Renowned lingerie brand Victoria’s Secret & Co (NYSE:VSCO) is reportedly returning to its previously “sexy” image, moving away from its recent inclusive narrative. This shift has been prompted by a significant decline in sales.
A report by Fox Business on Monday revealed that Victoria’s Secret’s transition from a “hyper-sexualized” image to a more inclusive one has not resulted in any financial gains. The company’s projected revenue for 2023 is slated at $6.2 billion, a 5% decrease from last year and well below the $7.5 billion revenue of 2020.
The company had made efforts to promote inclusivity, appointing pro-LGBTQ women’s soccer player, Megan Rapinoe, and a transgender woman as brand ambassadors. However, these initiatives did not lead to an increase in sales.
The sales slump followed the company’s decision to establish a predominantly female board of directors and discontinue the use of the famous “Angels” supermodels. These moves were criticized for perpetuating a “patriarchal, sexist” message, according to Rapinoe.
At its peak, Victoria’s Secret featured prominent models including Tyra Banks, Heidi Klum, Gisele Bundchen, Adriana Lima, and Alessandra Ambrosio at the peak of their sales.
The company was criticized that brand was catering to a “woke” culture.
The company plummeted by 8% in sales under the company’s previous CEO Amy Hauk. Hauk was on the job for less than a year.
Victoria’s Secret’s new approach, as stated by the brand’s president Greg Unis, is to make “sexiness inclusive.” He stressed celebrating diverse customer experiences and announced plans to launch activewear and swimwear lines, revamp existing stores, and open 400 new outlets outside the U.S. to boost profitability and annual sales above $7 billion.
Despite the criticism for its ‘hyper-sexualized’ image, the company’s decision to return to its roots suggests that it believes this branding is more profitable.
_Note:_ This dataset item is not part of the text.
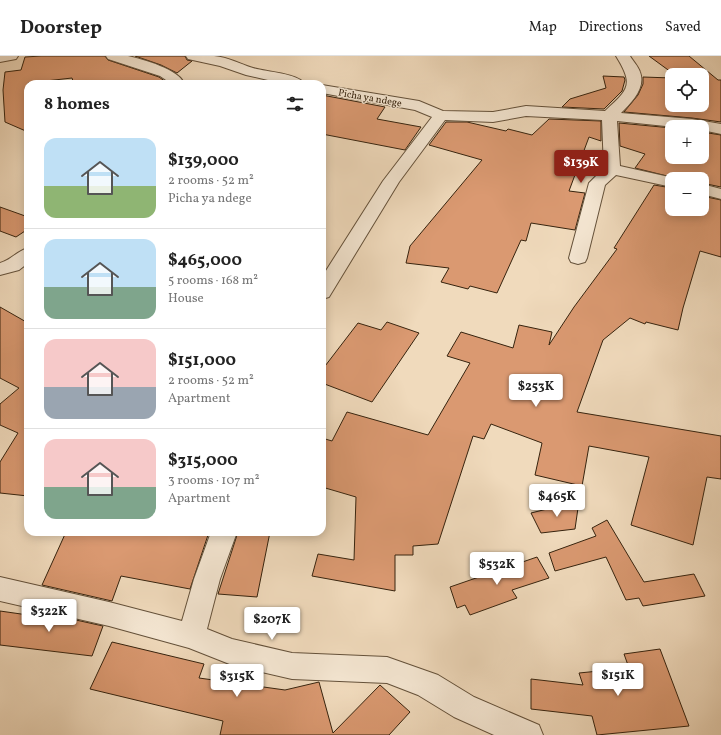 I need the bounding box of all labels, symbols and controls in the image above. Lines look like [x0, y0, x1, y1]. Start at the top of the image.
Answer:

The company had previously announced a strategic plan to “accelerate the core and drive growth initiatives,” to improve the performance of the Victoria’s Secret and PINK Brands.
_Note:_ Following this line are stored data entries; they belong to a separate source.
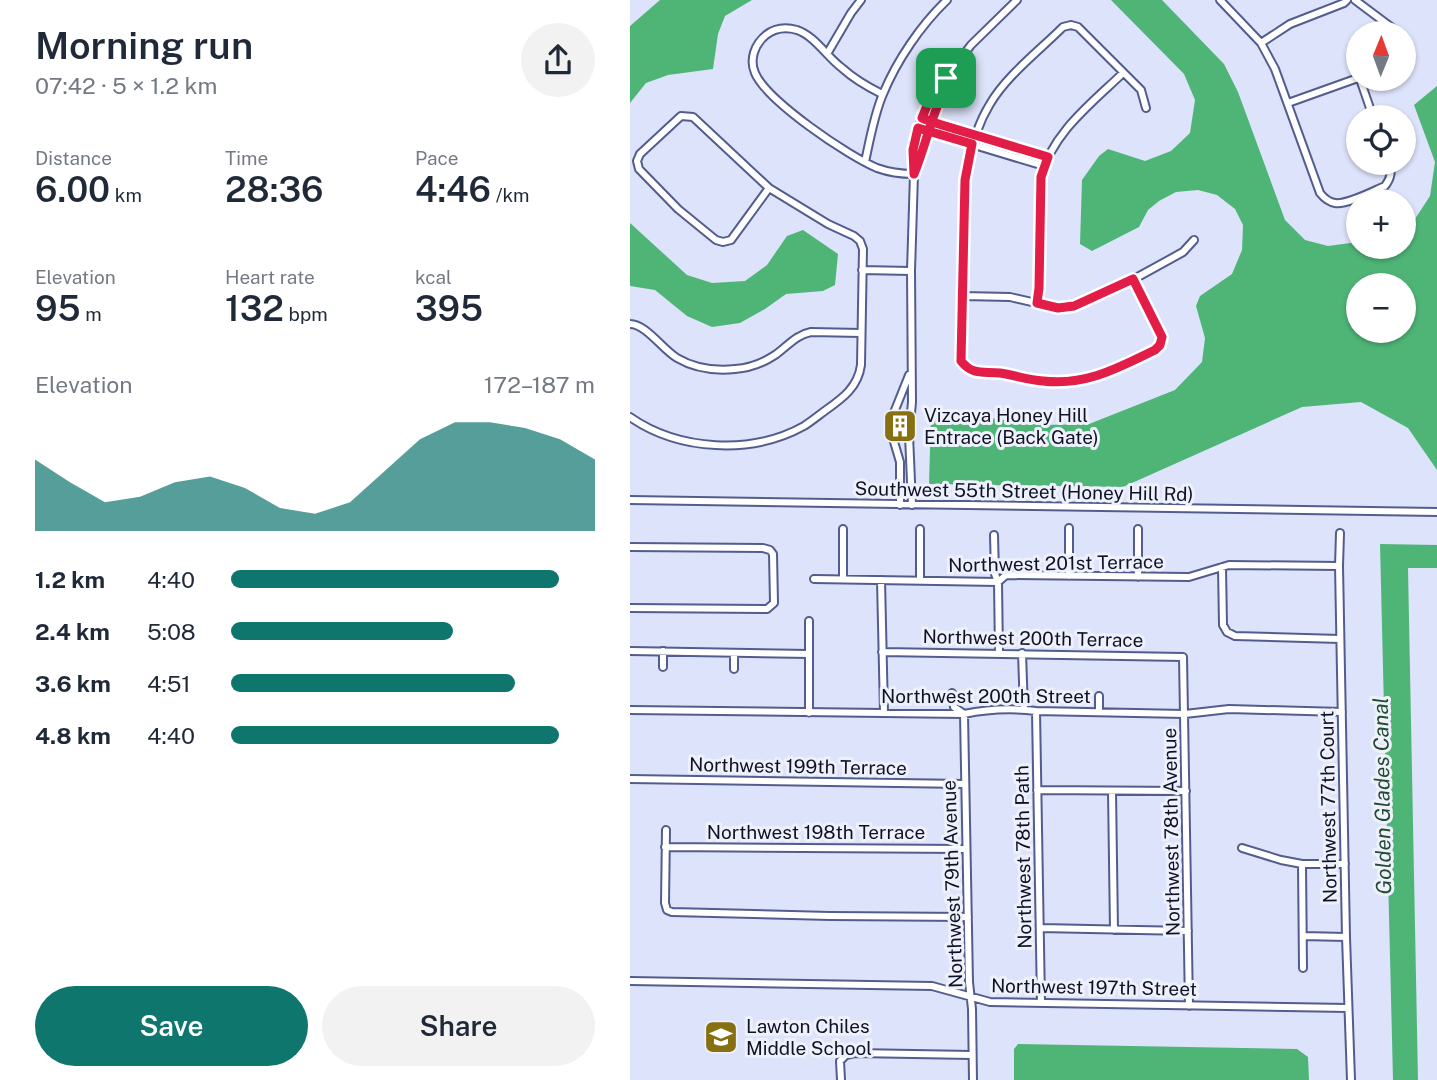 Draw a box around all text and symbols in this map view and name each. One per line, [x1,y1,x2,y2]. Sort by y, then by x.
north arrow [1346,21,1416,91]
map controls [1346,21,1416,343]
text: Morning run [35,23,253,68]
button: share [521,23,595,97]
pin [916,48,976,108]
icon: arrive [927,59,965,97]
text: 07:42 · 5 × 1.2 km [35,72,217,99]
button: locate [1346,105,1416,175]
text: Distance [35,147,112,169]
text: Time [225,147,268,169]
text: Pace [415,147,458,169]
text: 6.00 [35,169,110,210]
text: 28:36 [225,169,324,210]
text: 4:46 [415,169,491,210]
text: km [110,184,142,206]
text: /km [491,184,530,206]
button: + [1346,189,1416,259]
text: Elevation [35,266,116,288]
text: Heart rate [225,266,315,288]
text: kcal [415,266,452,288]
button: − [1346,273,1416,343]
text: 95 [35,288,81,329]
text: 132 [225,288,284,329]
text: 395 [415,288,483,329]
text: m [81,303,102,325]
text: bpm [284,303,328,325]
text: Elevation [35,371,133,398]
text: 172–187 m [484,371,595,398]
place label: Vizcaya Honey Hill Entrace (Back Gate) [924,404,1099,448]
building icon: Vizcaya Honey Hill Entrace (Back Gate) [881,407,919,445]
street label: Southwest 55th Street (Honey Hill Rd) [854,477,1194,505]
street label: Northwest 201st Terrace [948,550,1164,576]
text: 1.2 km [35,566,105,593]
text: 4:40 [147,566,195,593]
text: 2.4 km [35,618,110,645]
text: 5:08 [147,618,196,645]
street label: Northwest 200th Terrace [922,625,1144,651]
text: 3.6 km [35,670,111,697]
text: 4:51 [147,670,191,697]
street label: Northwest 200th Street [881,685,1091,707]
water label: Golden Glades Canal [1368,697,1396,895]
street label: Northwest 77th Court [1315,711,1341,903]
text: 4.8 km [35,722,111,749]
text: 4:40 [147,722,195,749]
street label: Northwest 78th Avenue [1158,728,1184,936]
street label: Northwest 199th Terrace [689,753,907,779]
street label: Northwest 78th Path [1010,765,1036,949]
street label: Northwest 79th Avenue [937,780,967,988]
street label: Northwest 198th Terrace [707,821,925,843]
street label: Northwest 197th Street [991,974,1197,1000]
button: Save [35,986,308,1066]
button: Share [322,986,595,1066]
place label: Lawton Chiles Middle School [746,1015,872,1059]
school or university icon: Lawton Chiles Middle School [702,1018,740,1056]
The plan announced in October 2023, also included a revision of third-quarter earnings per share outlook. However, it seems that these initiatives did not lead to the desired increase in sales, prompting the company to revisit its original branding.
The company is overhauling their advertising efforts in order to recover from their sales slump in order to cross over to $7 billion in annual revenue.